→ Work to complete: Please retype the data below line for line and leave out every picture.

Stored records
⁂
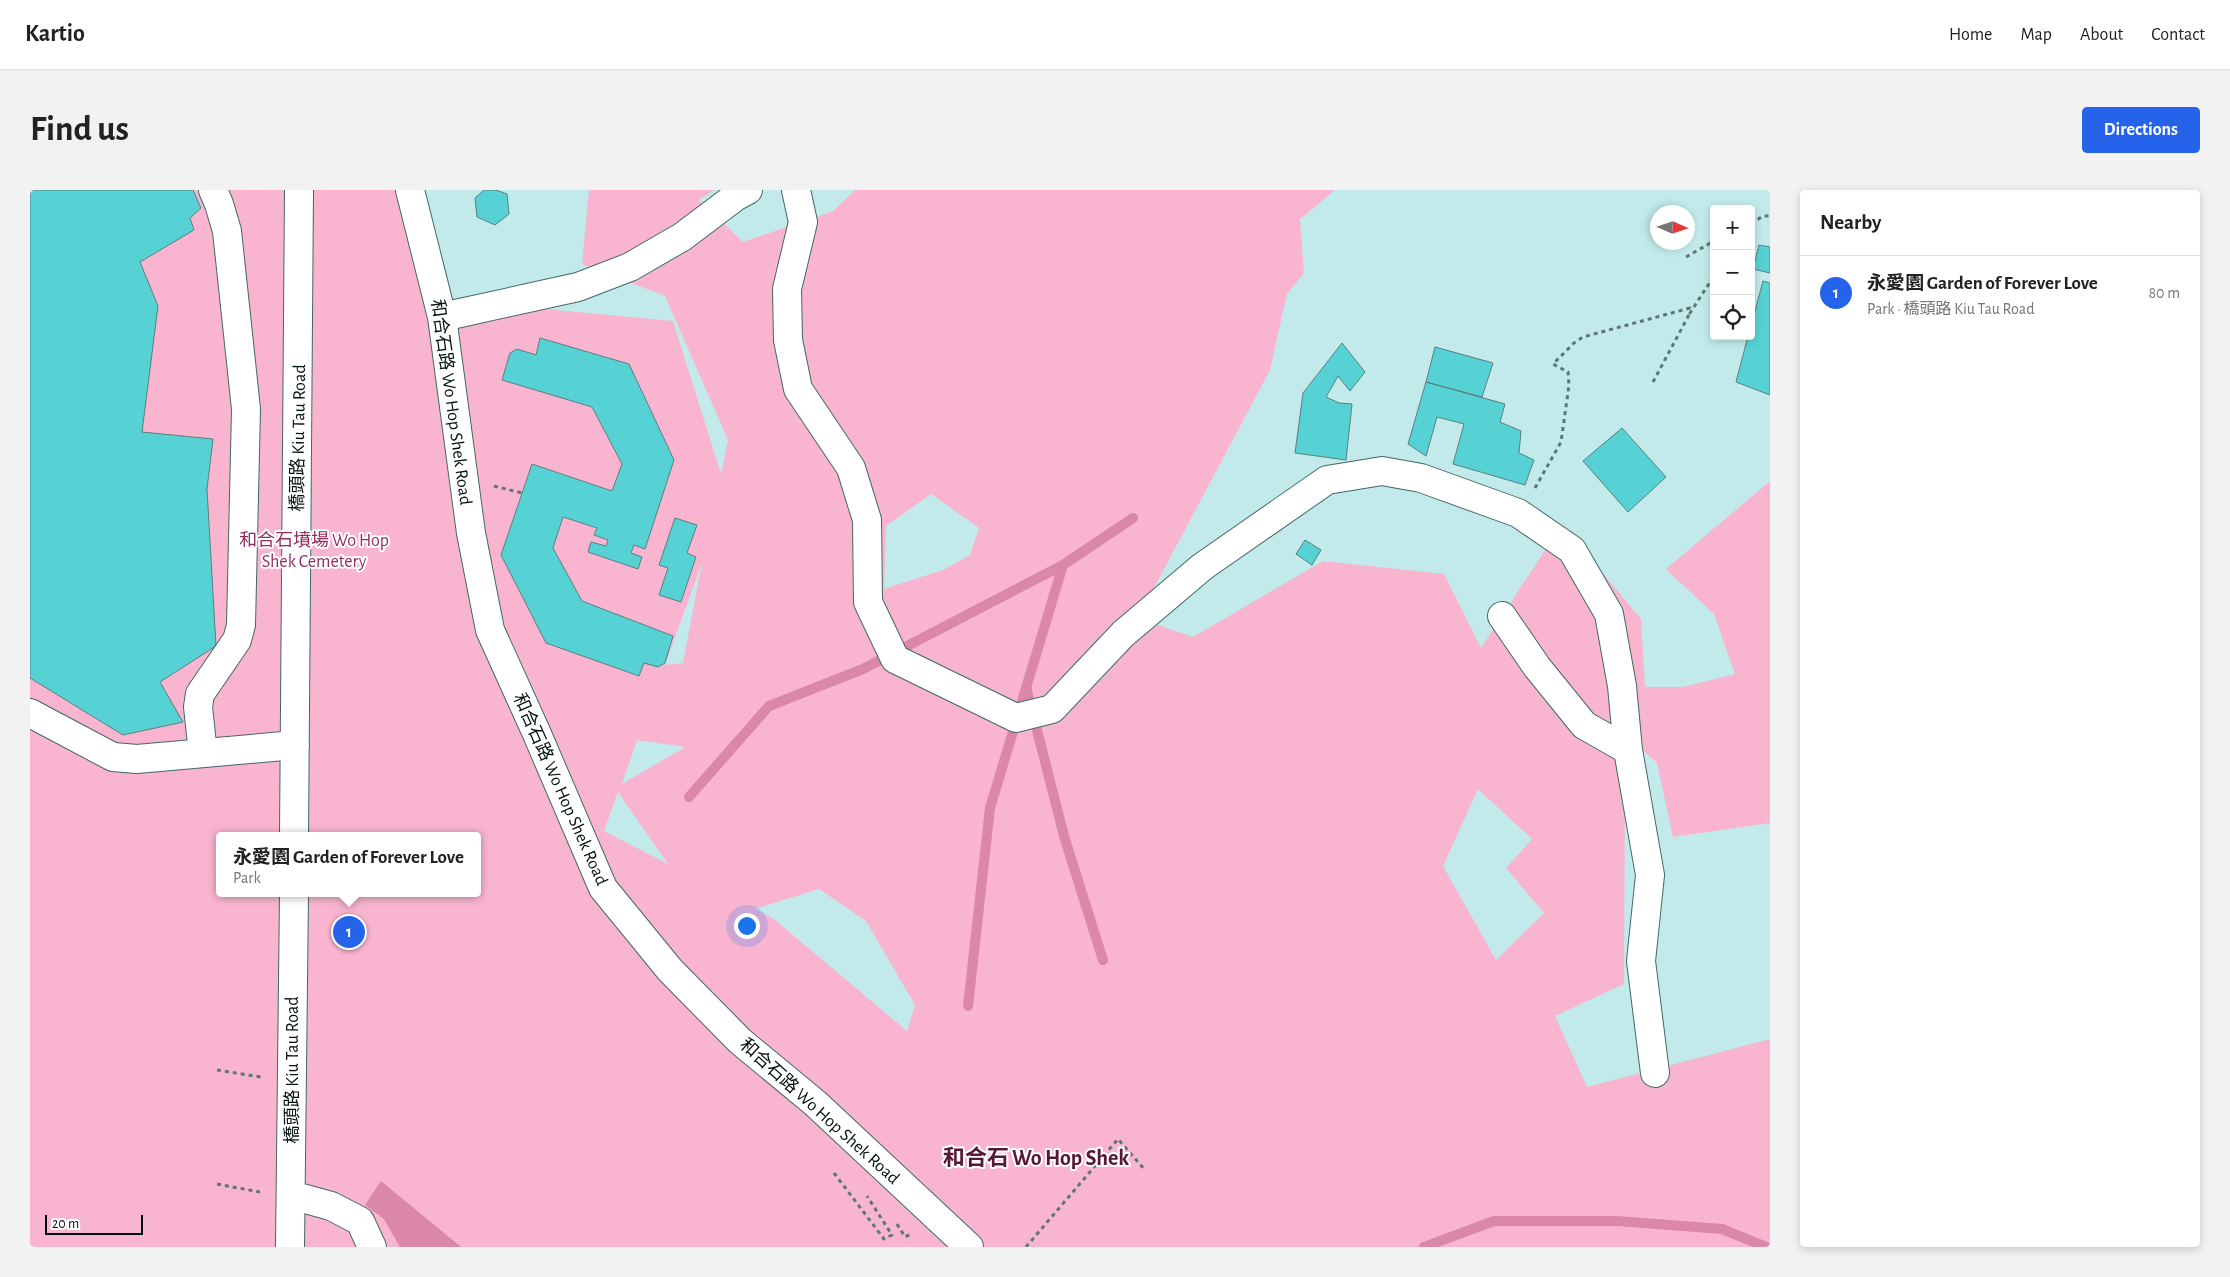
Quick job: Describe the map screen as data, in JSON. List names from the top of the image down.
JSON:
{
  "streets": {
    "street": ["和合石路 Wo Hop Shek Road", "橋頭路 Kiu Tau Road"]
  },
  "districts": ["和合石 Wo Hop Shek"],
  "parks": ["和合石墳場 Wo Hop Shek Cemetery"],
  "scale_bar": "20 m",
  "north": "right",
  "page": {
    "header": "Kartio",
    "nav": [
      "Home",
      "Map",
      "About",
      "Contact"
    ],
    "buttons": "Directions",
    "title": "Find us",
    "heading": "Nearby",
    "map_buttons": ["+", "−"],
    "list": [
      {
        "mark": "1",
        "name": "永愛園 Garden of Forever Love",
        "note": "Park · 橋頭路 Kiu Tau Road",
        "value": "80 m"
      }
    ],
    "popup": ["永愛園 Garden of Forever Love", "Park"],
    "pins": "1",
    "scale": "20 m"
  }
}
⁂
→ Result for this task:
Quick job: Describe the map screen as data, in JSON. List names from the top of the image down.
JSON:
{
  "streets": {
    "street": ["和合石路 Wo Hop Shek Road", "橋頭路 Kiu Tau Road"]
  },
  "districts": ["和合石 Wo Hop Shek"],
  "parks": ["和合石墳場 Wo Hop Shek Cemetery"],
  "scale_bar": "20 m",
  "north": "right",
  "page": {
    "header": "Kartio",
    "nav": [
      "Home",
      "Map",
      "About",
      "Contact"
    ],
    "buttons": "Directions",
    "title": "Find us",
    "heading": "Nearby",
    "map_buttons": ["+", "−"],
    "list": [
      {
        "mark": "1",
        "name": "永愛園 Garden of Forever Love",
        "note": "Park · 橋頭路 Kiu Tau Road",
        "value": "80 m"
      }
    ],
    "popup": ["永愛園 Garden of Forever Love", "Park"],
    "pins": "1",
    "scale": "20 m"
  }
}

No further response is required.